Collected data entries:
- Opening Delimiter -

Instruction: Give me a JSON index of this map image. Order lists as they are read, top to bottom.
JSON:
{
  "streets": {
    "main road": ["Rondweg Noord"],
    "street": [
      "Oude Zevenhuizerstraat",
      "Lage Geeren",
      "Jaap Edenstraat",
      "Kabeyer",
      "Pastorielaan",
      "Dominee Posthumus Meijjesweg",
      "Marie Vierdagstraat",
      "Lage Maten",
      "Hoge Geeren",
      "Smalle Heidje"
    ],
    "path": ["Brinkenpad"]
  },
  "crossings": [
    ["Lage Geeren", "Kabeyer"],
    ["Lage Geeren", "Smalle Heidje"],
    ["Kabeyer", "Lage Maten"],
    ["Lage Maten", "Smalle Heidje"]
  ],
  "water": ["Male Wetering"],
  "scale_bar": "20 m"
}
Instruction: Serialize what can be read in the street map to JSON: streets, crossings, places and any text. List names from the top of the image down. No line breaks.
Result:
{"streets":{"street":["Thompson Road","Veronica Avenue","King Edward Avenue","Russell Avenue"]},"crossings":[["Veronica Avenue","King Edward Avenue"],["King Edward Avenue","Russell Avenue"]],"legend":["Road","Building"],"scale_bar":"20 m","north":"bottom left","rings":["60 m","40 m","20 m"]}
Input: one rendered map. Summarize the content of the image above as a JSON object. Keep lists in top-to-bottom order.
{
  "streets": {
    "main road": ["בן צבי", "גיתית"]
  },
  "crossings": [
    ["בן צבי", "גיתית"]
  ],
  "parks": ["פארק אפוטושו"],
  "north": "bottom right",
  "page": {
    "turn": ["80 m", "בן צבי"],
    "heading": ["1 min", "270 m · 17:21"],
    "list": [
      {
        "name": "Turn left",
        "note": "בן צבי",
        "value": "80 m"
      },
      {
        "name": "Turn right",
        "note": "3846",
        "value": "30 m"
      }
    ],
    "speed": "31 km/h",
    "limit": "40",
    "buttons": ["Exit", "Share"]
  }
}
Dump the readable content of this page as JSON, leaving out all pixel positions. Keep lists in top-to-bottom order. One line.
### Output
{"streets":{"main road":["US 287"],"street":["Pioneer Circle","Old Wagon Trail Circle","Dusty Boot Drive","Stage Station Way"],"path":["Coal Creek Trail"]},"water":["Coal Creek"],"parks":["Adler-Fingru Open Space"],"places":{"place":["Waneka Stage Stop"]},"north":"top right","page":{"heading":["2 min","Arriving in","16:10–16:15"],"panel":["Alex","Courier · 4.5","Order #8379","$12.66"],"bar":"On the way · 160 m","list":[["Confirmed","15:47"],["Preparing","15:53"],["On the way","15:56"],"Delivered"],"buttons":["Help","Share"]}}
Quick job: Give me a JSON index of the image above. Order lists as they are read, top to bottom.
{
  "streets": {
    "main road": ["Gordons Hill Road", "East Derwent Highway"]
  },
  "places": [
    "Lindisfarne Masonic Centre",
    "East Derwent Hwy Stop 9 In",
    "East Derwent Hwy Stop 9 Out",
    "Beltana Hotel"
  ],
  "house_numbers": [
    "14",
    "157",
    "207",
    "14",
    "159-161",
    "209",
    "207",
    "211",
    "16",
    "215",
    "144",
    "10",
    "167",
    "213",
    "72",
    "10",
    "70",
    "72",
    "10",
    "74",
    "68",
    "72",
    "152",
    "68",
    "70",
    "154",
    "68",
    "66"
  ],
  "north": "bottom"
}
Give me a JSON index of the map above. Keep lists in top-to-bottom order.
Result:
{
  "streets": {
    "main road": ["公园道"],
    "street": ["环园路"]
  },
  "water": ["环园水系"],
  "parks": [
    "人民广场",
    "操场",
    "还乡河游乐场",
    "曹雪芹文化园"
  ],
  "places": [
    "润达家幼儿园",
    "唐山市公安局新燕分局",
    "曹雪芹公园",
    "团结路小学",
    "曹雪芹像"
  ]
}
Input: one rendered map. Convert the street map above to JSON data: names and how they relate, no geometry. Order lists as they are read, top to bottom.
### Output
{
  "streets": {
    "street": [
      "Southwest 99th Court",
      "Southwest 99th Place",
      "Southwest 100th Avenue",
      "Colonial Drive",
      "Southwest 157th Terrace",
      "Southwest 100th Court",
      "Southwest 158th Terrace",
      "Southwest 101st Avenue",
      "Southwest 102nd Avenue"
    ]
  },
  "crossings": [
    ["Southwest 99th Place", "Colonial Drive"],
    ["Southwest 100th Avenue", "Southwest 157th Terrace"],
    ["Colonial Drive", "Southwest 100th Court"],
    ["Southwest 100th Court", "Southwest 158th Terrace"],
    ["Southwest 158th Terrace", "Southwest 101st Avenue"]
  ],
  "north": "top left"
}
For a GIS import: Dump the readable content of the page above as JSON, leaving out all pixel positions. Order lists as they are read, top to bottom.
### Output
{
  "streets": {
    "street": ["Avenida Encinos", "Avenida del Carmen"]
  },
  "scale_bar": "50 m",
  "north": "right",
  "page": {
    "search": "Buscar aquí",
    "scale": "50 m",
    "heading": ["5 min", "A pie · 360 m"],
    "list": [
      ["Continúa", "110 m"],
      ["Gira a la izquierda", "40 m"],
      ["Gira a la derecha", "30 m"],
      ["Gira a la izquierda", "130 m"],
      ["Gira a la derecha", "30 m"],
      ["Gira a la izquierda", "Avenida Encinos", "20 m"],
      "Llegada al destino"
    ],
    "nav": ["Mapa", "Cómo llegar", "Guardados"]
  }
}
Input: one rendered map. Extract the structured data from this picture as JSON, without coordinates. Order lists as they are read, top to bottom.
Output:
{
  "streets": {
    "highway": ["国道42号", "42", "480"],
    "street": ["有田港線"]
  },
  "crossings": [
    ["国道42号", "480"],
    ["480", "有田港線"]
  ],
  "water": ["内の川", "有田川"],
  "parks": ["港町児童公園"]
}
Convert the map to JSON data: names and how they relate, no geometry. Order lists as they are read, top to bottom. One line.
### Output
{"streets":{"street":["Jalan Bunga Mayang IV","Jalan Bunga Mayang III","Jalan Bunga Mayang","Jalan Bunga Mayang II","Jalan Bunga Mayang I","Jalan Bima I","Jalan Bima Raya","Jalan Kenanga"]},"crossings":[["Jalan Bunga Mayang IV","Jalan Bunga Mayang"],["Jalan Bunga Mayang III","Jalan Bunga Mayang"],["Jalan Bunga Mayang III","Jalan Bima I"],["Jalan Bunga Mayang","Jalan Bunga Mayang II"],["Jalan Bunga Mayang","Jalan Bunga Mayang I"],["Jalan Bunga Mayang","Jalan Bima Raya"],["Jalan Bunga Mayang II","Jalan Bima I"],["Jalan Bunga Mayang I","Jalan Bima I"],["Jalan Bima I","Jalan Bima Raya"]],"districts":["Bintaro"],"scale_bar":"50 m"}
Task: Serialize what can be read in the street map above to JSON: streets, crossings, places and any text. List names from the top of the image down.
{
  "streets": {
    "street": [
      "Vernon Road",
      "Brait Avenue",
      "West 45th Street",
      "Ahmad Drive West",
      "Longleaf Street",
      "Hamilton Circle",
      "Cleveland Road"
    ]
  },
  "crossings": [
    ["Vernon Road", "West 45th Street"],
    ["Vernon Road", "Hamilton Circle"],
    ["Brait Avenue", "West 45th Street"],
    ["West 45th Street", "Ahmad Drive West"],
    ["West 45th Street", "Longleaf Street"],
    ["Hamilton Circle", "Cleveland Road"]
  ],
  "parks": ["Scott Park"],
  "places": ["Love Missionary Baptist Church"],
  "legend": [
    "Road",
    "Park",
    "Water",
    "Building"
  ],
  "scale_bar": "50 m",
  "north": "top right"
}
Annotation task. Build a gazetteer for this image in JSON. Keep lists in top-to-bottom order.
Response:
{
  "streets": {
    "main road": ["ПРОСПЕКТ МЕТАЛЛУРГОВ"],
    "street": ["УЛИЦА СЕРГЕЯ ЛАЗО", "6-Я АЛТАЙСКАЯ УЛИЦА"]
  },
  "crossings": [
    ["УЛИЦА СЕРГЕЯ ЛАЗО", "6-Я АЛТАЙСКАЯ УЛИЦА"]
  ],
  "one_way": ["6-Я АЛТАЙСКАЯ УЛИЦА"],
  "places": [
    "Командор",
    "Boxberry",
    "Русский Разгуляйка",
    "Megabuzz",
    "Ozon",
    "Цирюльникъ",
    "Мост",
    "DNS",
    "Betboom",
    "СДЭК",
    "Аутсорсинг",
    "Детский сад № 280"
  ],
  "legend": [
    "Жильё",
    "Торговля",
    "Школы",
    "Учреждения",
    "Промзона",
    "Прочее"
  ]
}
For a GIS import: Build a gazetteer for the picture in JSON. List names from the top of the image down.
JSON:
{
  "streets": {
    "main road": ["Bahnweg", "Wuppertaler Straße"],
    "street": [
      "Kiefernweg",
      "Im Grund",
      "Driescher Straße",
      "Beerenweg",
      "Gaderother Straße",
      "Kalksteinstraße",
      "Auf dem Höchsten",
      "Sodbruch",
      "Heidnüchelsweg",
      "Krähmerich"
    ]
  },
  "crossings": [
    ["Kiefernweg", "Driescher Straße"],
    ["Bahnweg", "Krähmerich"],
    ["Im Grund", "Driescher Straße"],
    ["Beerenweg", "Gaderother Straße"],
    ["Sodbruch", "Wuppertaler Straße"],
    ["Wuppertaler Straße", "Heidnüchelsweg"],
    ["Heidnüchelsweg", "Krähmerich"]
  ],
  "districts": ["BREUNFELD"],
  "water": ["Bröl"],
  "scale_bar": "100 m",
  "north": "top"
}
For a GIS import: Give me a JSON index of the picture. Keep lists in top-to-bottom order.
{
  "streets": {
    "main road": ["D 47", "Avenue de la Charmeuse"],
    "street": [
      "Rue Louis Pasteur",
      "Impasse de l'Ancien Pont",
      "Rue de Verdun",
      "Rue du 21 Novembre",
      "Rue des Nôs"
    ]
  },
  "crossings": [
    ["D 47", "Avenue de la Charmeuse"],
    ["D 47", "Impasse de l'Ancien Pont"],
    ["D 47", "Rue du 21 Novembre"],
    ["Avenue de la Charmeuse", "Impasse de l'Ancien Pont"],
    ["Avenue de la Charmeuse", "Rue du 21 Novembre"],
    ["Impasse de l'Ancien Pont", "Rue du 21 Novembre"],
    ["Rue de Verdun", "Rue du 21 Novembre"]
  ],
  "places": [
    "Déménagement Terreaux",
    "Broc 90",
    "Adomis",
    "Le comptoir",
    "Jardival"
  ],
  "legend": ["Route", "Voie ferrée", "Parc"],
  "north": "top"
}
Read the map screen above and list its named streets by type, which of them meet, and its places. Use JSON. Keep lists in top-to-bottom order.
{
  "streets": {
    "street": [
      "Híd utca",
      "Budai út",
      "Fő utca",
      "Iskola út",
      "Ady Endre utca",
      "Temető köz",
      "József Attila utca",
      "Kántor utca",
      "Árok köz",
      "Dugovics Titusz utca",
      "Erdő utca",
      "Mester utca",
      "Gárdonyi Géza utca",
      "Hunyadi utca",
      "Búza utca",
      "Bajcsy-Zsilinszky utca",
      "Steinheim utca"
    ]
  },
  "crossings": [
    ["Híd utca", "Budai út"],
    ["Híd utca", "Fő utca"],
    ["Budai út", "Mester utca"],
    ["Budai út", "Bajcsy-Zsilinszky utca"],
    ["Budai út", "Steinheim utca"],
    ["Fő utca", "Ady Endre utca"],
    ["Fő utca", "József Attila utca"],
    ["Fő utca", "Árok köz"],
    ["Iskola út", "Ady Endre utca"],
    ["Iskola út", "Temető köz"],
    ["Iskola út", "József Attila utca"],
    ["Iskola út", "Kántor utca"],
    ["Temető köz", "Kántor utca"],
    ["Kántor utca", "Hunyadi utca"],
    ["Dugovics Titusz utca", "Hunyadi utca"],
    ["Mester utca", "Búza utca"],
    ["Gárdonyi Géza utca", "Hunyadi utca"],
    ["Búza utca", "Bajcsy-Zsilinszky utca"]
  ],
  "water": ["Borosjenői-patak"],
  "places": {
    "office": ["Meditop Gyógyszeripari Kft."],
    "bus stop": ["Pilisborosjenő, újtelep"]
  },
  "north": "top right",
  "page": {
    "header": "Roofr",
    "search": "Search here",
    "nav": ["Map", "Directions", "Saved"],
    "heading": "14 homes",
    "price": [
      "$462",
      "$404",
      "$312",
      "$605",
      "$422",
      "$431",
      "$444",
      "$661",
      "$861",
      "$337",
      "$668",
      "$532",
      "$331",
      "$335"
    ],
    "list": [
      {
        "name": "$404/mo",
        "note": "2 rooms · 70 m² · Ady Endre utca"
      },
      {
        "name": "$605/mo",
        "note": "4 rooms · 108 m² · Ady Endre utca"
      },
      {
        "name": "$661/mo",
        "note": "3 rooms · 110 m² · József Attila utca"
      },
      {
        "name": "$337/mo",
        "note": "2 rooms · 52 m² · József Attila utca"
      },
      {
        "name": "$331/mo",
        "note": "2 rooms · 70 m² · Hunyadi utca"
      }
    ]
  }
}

- Closing Delimiter -

WHAT THE TASK REQUIRES - Where a line in the entries holds "relate", copy that line.

RESPONSE AREA -
Input: one rendered map. Convert the street map above to JSON data: names and how they relate, no geometry. Order lists as they are read, top to bottom.
Convert the map to JSON data: names and how they relate, no geometry. Order lists as they are read, top to bottom. One line.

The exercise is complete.